┌──

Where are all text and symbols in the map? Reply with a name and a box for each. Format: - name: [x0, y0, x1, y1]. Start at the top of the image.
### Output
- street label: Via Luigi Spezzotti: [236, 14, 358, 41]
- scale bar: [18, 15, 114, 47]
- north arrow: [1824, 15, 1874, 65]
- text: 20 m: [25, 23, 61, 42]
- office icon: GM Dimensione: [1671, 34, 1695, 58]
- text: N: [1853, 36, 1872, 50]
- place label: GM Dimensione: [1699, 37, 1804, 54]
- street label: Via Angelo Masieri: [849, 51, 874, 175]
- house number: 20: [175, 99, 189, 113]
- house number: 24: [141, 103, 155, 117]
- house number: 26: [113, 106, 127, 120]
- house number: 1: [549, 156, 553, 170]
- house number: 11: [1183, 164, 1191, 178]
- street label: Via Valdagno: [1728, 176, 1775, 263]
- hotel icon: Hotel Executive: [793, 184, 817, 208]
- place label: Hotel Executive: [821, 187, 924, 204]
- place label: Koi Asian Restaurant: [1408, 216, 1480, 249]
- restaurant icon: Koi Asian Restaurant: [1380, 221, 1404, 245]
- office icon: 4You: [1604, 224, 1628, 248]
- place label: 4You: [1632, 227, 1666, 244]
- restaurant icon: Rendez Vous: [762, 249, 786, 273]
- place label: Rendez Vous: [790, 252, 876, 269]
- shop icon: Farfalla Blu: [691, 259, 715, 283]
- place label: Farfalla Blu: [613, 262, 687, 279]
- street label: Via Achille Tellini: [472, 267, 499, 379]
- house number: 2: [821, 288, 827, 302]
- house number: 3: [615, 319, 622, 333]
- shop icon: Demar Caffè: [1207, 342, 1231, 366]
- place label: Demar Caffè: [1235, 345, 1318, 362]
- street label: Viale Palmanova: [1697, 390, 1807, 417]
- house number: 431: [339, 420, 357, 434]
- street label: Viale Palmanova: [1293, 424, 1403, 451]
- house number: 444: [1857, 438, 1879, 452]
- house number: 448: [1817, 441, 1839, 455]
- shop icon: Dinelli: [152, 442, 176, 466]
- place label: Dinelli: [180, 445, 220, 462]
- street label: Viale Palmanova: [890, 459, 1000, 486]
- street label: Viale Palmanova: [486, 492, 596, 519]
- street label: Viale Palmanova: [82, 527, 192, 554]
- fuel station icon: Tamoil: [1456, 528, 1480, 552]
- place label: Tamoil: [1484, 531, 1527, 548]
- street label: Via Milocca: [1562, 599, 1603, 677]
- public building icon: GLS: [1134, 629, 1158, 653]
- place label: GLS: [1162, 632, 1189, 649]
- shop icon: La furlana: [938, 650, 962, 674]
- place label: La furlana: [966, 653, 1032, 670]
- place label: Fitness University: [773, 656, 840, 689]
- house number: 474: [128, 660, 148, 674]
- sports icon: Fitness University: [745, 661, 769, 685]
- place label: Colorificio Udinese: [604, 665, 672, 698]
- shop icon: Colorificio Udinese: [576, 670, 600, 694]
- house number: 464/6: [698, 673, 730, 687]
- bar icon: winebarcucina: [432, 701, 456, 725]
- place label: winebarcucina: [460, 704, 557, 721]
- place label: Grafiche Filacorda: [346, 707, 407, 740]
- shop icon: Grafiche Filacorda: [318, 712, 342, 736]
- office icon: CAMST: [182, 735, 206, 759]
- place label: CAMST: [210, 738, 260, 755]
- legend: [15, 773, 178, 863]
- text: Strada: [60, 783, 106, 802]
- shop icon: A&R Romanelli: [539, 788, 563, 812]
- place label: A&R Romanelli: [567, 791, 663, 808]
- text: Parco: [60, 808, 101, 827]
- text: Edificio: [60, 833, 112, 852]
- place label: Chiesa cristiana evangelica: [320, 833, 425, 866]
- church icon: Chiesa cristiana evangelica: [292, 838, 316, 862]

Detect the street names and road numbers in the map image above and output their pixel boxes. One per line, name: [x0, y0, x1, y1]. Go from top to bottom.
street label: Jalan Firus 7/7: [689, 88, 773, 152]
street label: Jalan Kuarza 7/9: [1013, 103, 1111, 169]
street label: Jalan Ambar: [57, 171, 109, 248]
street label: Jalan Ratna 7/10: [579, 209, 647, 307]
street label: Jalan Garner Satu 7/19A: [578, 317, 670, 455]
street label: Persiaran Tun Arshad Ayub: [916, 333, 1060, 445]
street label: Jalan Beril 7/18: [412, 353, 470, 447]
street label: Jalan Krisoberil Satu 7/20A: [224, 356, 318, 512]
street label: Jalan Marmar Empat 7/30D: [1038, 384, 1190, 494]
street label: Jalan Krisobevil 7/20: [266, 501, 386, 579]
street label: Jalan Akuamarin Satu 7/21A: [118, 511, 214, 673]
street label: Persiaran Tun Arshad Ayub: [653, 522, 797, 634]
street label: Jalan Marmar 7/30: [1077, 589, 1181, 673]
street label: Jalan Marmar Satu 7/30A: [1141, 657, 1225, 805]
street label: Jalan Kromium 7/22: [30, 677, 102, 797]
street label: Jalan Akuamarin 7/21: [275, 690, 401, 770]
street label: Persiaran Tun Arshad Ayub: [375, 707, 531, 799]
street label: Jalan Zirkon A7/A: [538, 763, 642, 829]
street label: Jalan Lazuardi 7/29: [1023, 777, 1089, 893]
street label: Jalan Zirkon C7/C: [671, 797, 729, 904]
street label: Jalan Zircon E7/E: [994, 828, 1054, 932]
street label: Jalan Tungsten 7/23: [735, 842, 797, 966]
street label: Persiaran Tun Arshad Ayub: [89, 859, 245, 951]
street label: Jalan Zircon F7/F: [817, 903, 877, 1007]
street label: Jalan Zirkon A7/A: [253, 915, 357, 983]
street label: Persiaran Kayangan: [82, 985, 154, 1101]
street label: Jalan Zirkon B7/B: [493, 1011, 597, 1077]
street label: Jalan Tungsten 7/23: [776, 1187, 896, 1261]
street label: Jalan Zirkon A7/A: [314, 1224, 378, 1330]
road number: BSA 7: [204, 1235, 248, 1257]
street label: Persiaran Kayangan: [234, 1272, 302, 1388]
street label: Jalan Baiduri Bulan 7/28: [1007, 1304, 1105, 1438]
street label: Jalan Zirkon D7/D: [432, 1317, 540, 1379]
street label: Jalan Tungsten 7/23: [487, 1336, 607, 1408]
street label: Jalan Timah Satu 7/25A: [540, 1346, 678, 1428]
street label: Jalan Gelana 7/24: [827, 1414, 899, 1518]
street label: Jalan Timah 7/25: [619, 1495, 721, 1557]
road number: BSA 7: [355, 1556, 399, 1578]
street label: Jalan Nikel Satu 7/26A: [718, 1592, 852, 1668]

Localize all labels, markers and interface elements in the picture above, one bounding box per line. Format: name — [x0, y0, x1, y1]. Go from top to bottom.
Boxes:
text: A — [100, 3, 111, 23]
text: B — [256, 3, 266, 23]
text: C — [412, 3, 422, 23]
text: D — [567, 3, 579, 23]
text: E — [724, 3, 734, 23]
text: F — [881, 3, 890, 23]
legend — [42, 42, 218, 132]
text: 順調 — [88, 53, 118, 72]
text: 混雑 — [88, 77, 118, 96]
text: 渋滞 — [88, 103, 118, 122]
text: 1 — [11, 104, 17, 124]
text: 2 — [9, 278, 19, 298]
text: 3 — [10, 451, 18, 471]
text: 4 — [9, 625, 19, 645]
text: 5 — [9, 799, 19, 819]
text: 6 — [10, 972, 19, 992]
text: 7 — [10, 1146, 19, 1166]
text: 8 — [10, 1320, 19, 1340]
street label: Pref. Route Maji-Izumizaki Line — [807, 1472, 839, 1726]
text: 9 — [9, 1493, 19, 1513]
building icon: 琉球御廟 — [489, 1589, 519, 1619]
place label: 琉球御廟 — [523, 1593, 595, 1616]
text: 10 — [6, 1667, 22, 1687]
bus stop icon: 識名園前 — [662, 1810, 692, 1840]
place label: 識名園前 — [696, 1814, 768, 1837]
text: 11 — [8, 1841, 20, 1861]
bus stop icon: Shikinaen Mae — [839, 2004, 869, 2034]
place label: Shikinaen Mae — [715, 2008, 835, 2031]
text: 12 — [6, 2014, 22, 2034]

└──

• _TASK INSTRUCTIONS_:
Would you please copy every line from the listing above that contains the word "Arshad"?

• _RESPONSE AREA_:
street label: Persiaran Tun Arshad Ayub: [916, 333, 1060, 445]
street label: Persiaran Tun Arshad Ayub: [653, 522, 797, 634]
street label: Persiaran Tun Arshad Ayub: [375, 707, 531, 799]
street label: Persiaran Tun Arshad Ayub: [89, 859, 245, 951]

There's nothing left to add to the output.